> TASK DESCRIPTION: Please transcribe the data that follows without the pictures, keeping every word the same.

========

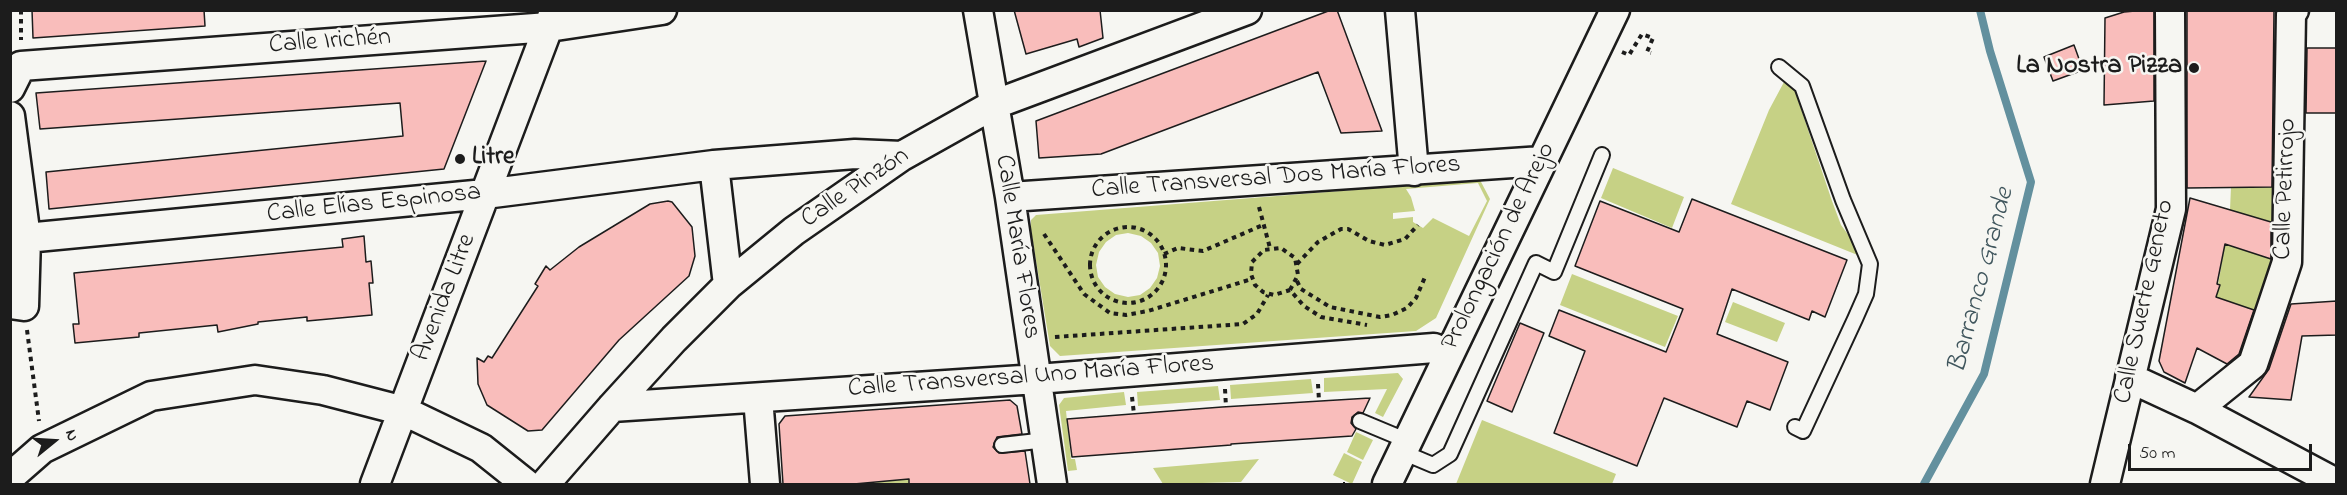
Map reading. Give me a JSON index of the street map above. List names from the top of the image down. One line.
{"streets":{"street":["Calle Irichén","Calle Transversal Dos María Flores","Calle Pinzón","Calle Petirrojo","Calle Elías Espinosa","Calle María Flores","Prolongación de Arejo","Avenida Litre","Calle Suerte Geneto","Calle Transversal Uno María Flores"]},"crossings":[["Calle Irichén","Avenida Litre"],["Calle Transversal Dos María Flores","Calle María Flores"],["Calle Transversal Dos María Flores","Prolongación de Arejo"],["Calle Pinzón","Calle Elías Espinosa"],["Calle Pinzón","Calle María Flores"],["Calle Pinzón","Calle Transversal Uno María Flores"],["Calle Elías Espinosa","Avenida Litre"],["Calle María Flores","Calle Transversal Uno María Flores"],["Prolongación de Arejo","Calle Transversal Uno María Flores"]],"water":["Barranco Grande"],"places":["La Nostra Pizza","Litre"],"scale_bar":"50 m","north":"right"}
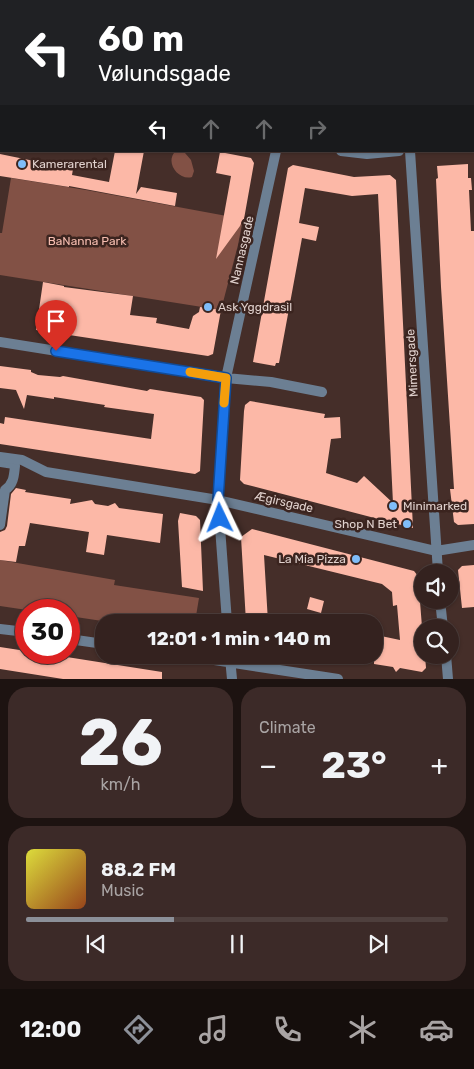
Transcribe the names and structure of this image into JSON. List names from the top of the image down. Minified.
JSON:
{"streets":{"street":["Nannasgade","Mimersgade","Ægirsgade"]},"crossings":[["Nannasgade","Ægirsgade"],["Mimersgade","Ægirsgade"]],"parks":["BaNanna Park"],"places":["Kamerarental","Ask Yggdrasil","Minimarked","Shop N Bet","La Mia Pizza"],"page":{"turn":["60 m","Vølundsgade"],"limit":"30","trip":"12:01 · 1 min · 140 m","tile":[["26","km/h"],"Climate"],"heat":["−","23°","+"],"song":["88.2 FM","Music"],"tabs":"12:00"}}
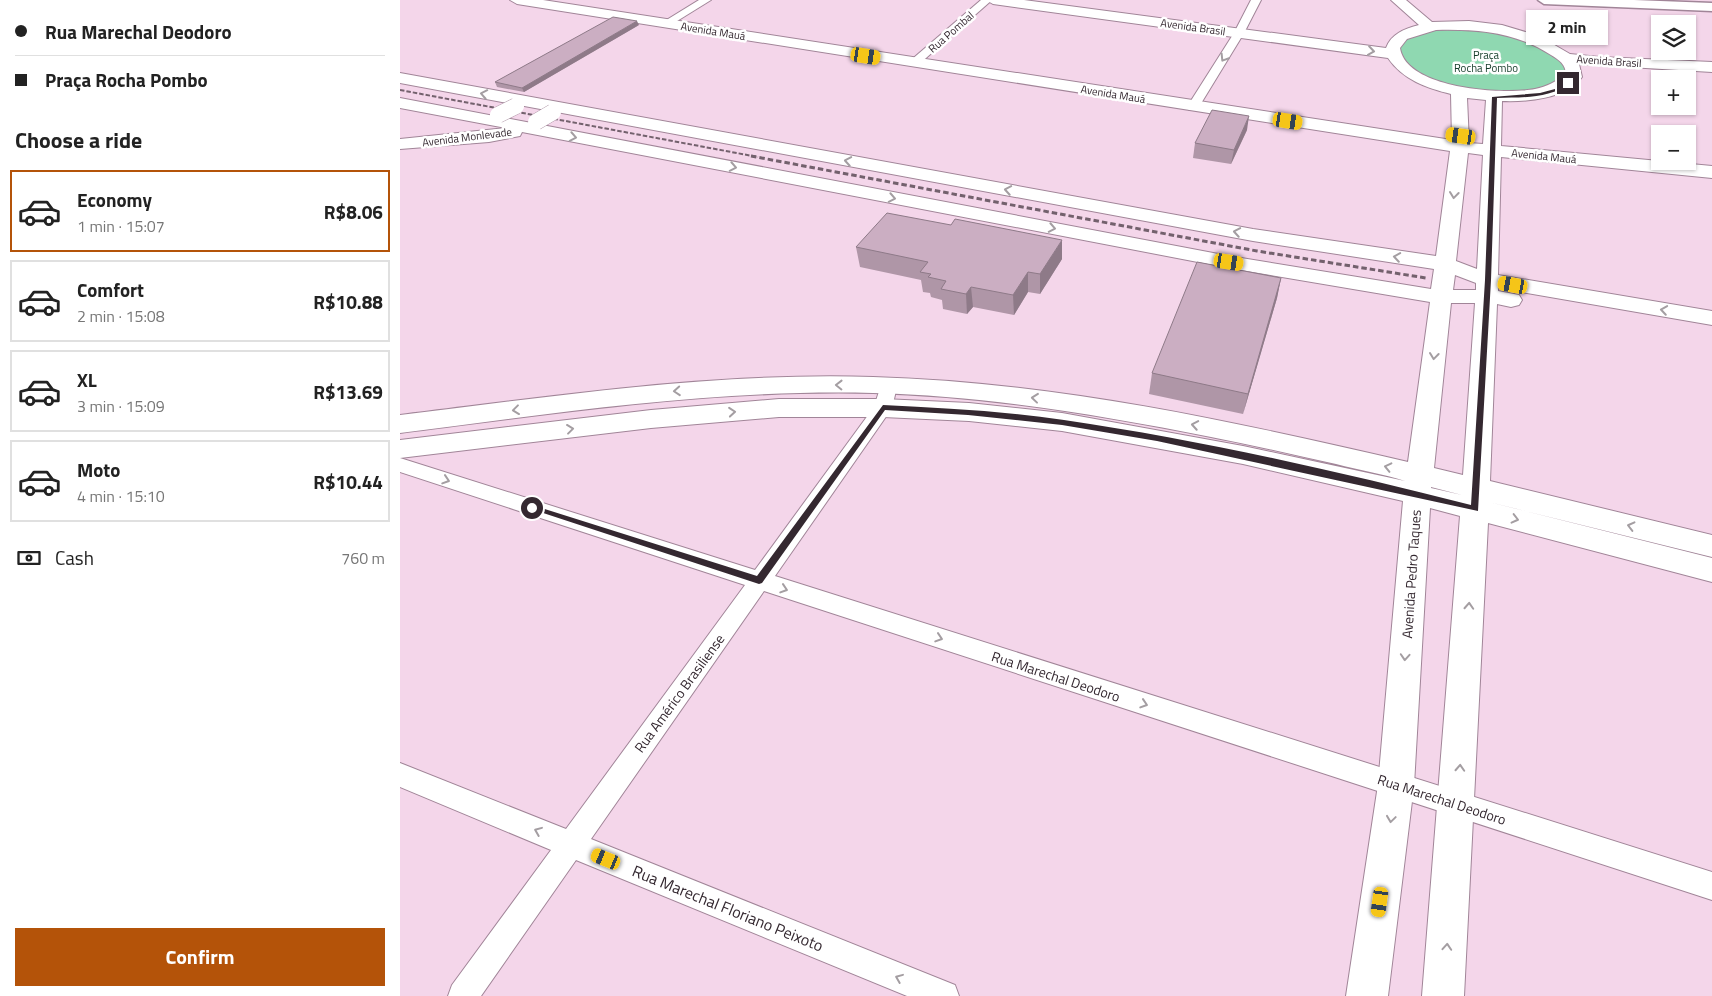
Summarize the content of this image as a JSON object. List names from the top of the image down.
{
  "streets": {
    "main road": [
      "Avenida Brasil",
      "Avenida Mauá",
      "Avenida Monlevade",
      "Avenida Pedro Taques"
    ],
    "street": [
      "Rua Pombal",
      "Rua Marechal Deodoro",
      "Rua Américo Brasiliense",
      "Rua Marechal Floriano Peixoto"
    ]
  },
  "crossings": [
    ["Avenida Mauá", "Rua Pombal"],
    ["Avenida Mauá", "Avenida Pedro Taques"],
    ["Avenida Pedro Taques", "Rua Marechal Deodoro"],
    ["Rua Marechal Deodoro", "Rua Américo Brasiliense"],
    ["Rua Américo Brasiliense", "Rua Marechal Floriano Peixoto"]
  ],
  "one_way": ["Rua Marechal Deodoro", "Rua Marechal Floriano Peixoto"],
  "parks": ["Praça Rocha Pombo"],
  "page": {
    "banner": ["Rua Marechal Deodoro", "Praça Rocha Pombo"],
    "bubble": "2 min",
    "map_buttons": ["+", "−"],
    "heading": "Choose a ride",
    "list": [
      {
        "name": "Economy",
        "note": "1 min · 15:07",
        "value": "R$8.06"
      },
      {
        "name": "Comfort",
        "note": "2 min · 15:08",
        "value": "R$10.88"
      },
      {
        "name": "XL",
        "note": "3 min · 15:09",
        "value": "R$13.69"
      },
      {
        "name": "Moto",
        "note": "4 min · 15:10",
        "value": "R$10.44"
      }
    ],
    "pay": ["Cash", "760 m"],
    "buttons": "Confirm"
  }
}
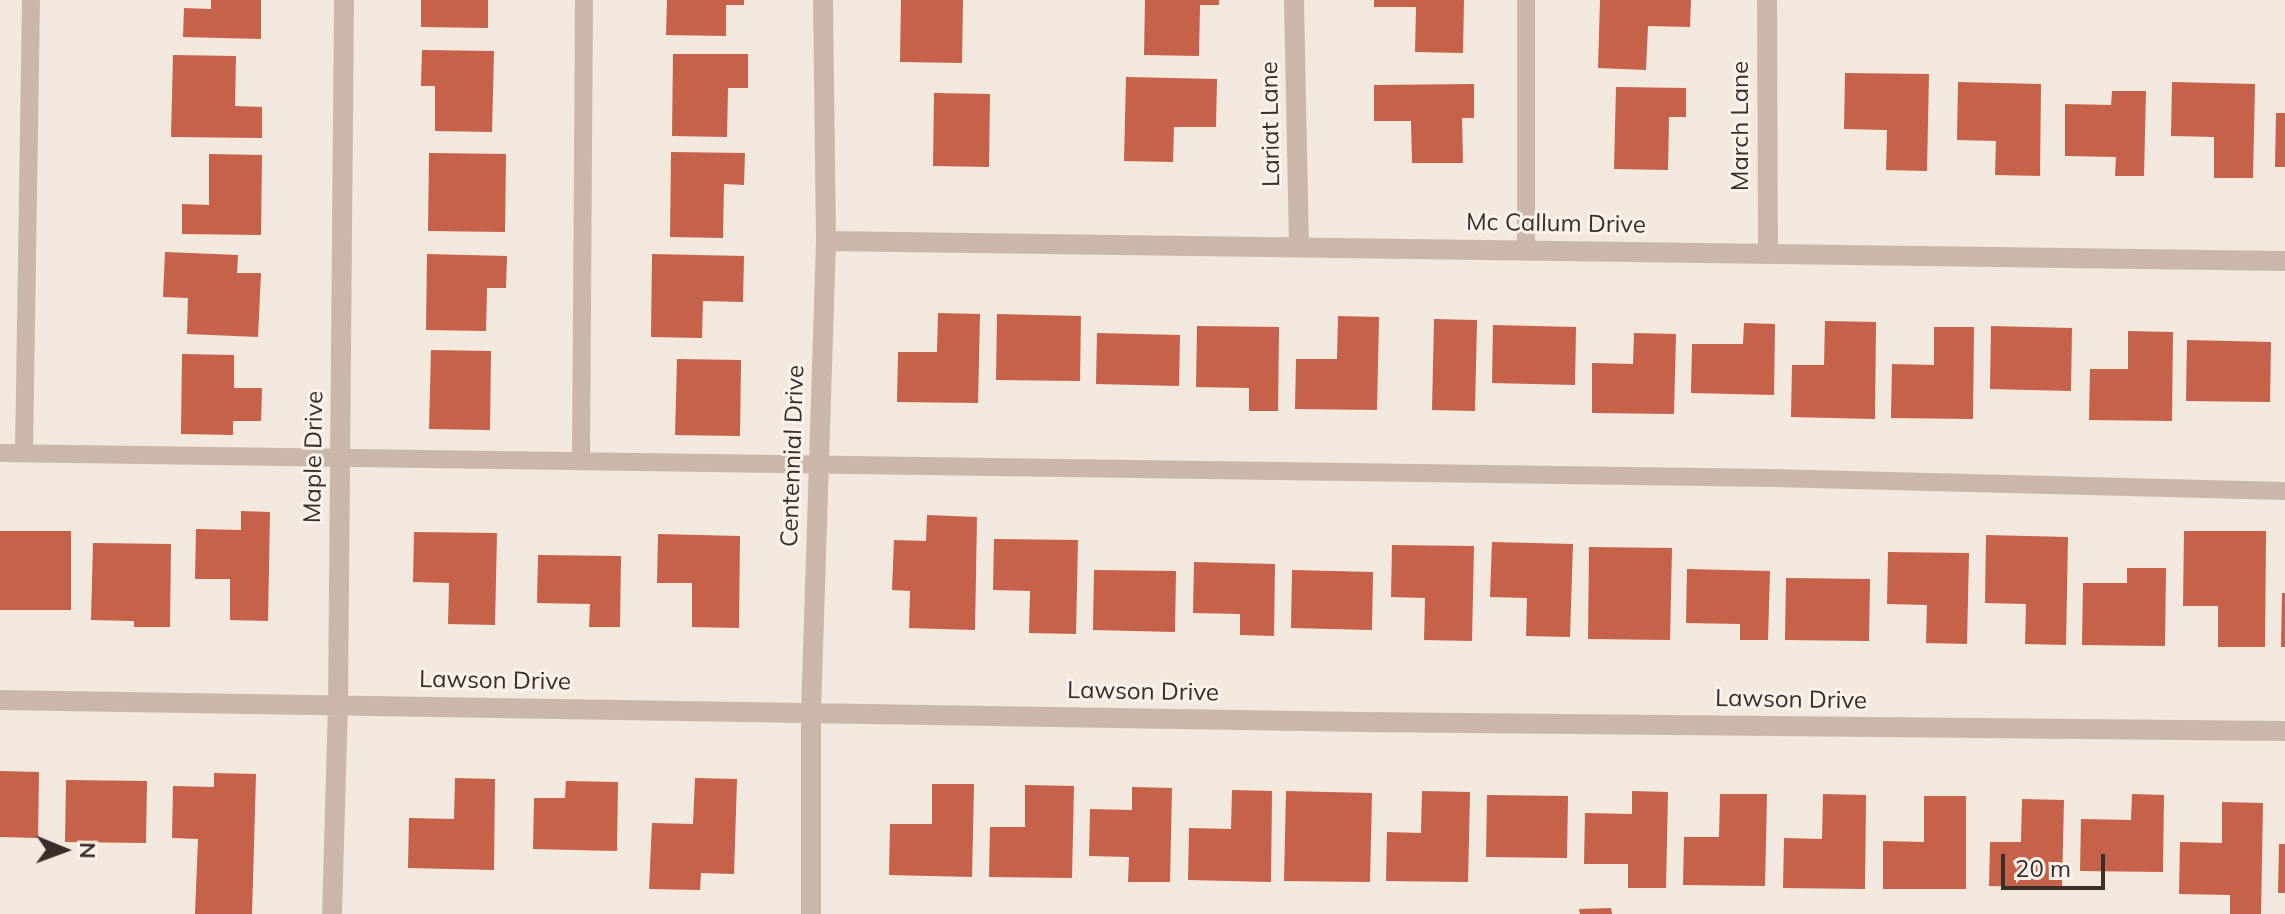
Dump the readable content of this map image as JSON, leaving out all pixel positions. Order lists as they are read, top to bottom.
{
  "streets": {
    "street": [
      "Lariat Lane",
      "March Lane",
      "Mc Callum Drive",
      "Centennial Drive",
      "Maple Drive",
      "Lawson Drive"
    ]
  },
  "crossings": [
    ["Lariat Lane", "Mc Callum Drive"],
    ["March Lane", "Mc Callum Drive"],
    ["Mc Callum Drive", "Centennial Drive"],
    ["Centennial Drive", "Lawson Drive"],
    ["Maple Drive", "Lawson Drive"]
  ],
  "scale_bar": "20 m",
  "north": "right"
}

========

> WRITTEN REPLY:
Map reading. Give me a JSON index of the street map above. List names from the top of the image down. One line.
{"streets":{"street":["Calle Irichén","Calle Transversal Dos María Flores","Calle Pinzón","Calle Petirrojo","Calle Elías Espinosa","Calle María Flores","Prolongación de Arejo","Avenida Litre","Calle Suerte Geneto","Calle Transversal Uno María Flores"]},"crossings":[["Calle Irichén","Avenida Litre"],["Calle Transversal Dos María Flores","Calle María Flores"],["Calle Transversal Dos María Flores","Prolongación de Arejo"],["Calle Pinzón","Calle Elías Espinosa"],["Calle Pinzón","Calle María Flores"],["Calle Pinzón","Calle Transversal Uno María Flores"],["Calle Elías Espinosa","Avenida Litre"],["Calle María Flores","Calle Transversal Uno María Flores"],["Prolongación de Arejo","Calle Transversal Uno María Flores"]],"water":["Barranco Grande"],"places":["La Nostra Pizza","Litre"],"scale_bar":"50 m","north":"right"}
Transcribe the names and structure of this image into JSON. List names from the top of the image down. Minified.
JSON:
{"streets":{"street":["Nannasgade","Mimersgade","Ægirsgade"]},"crossings":[["Nannasgade","Ægirsgade"],["Mimersgade","Ægirsgade"]],"parks":["BaNanna Park"],"places":["Kamerarental","Ask Yggdrasil","Minimarked","Shop N Bet","La Mia Pizza"],"page":{"turn":["60 m","Vølundsgade"],"limit":"30","trip":"12:01 · 1 min · 140 m","tile":[["26","km/h"],"Climate"],"heat":["−","23°","+"],"song":["88.2 FM","Music"],"tabs":"12:00"}}
Summarize the content of this image as a JSON object. List names from the top of the image down.
{
  "streets": {
    "main road": [
      "Avenida Brasil",
      "Avenida Mauá",
      "Avenida Monlevade",
      "Avenida Pedro Taques"
    ],
    "street": [
      "Rua Pombal",
      "Rua Marechal Deodoro",
      "Rua Américo Brasiliense",
      "Rua Marechal Floriano Peixoto"
    ]
  },
  "crossings": [
    ["Avenida Mauá", "Rua Pombal"],
    ["Avenida Mauá", "Avenida Pedro Taques"],
    ["Avenida Pedro Taques", "Rua Marechal Deodoro"],
    ["Rua Marechal Deodoro", "Rua Américo Brasiliense"],
    ["Rua Américo Brasiliense", "Rua Marechal Floriano Peixoto"]
  ],
  "one_way": ["Rua Marechal Deodoro", "Rua Marechal Floriano Peixoto"],
  "parks": ["Praça Rocha Pombo"],
  "page": {
    "banner": ["Rua Marechal Deodoro", "Praça Rocha Pombo"],
    "bubble": "2 min",
    "map_buttons": ["+", "−"],
    "heading": "Choose a ride",
    "list": [
      {
        "name": "Economy",
        "note": "1 min · 15:07",
        "value": "R$8.06"
      },
      {
        "name": "Comfort",
        "note": "2 min · 15:08",
        "value": "R$10.88"
      },
      {
        "name": "XL",
        "note": "3 min · 15:09",
        "value": "R$13.69"
      },
      {
        "name": "Moto",
        "note": "4 min · 15:10",
        "value": "R$10.44"
      }
    ],
    "pay": ["Cash", "760 m"],
    "buttons": "Confirm"
  }
}
Dump the readable content of this map image as JSON, leaving out all pixel positions. Order lists as they are read, top to bottom.
{
  "streets": {
    "street": [
      "Lariat Lane",
      "March Lane",
      "Mc Callum Drive",
      "Centennial Drive",
      "Maple Drive",
      "Lawson Drive"
    ]
  },
  "crossings": [
    ["Lariat Lane", "Mc Callum Drive"],
    ["March Lane", "Mc Callum Drive"],
    ["Mc Callum Drive", "Centennial Drive"],
    ["Centennial Drive", "Lawson Drive"],
    ["Maple Drive", "Lawson Drive"]
  ],
  "scale_bar": "20 m",
  "north": "right"
}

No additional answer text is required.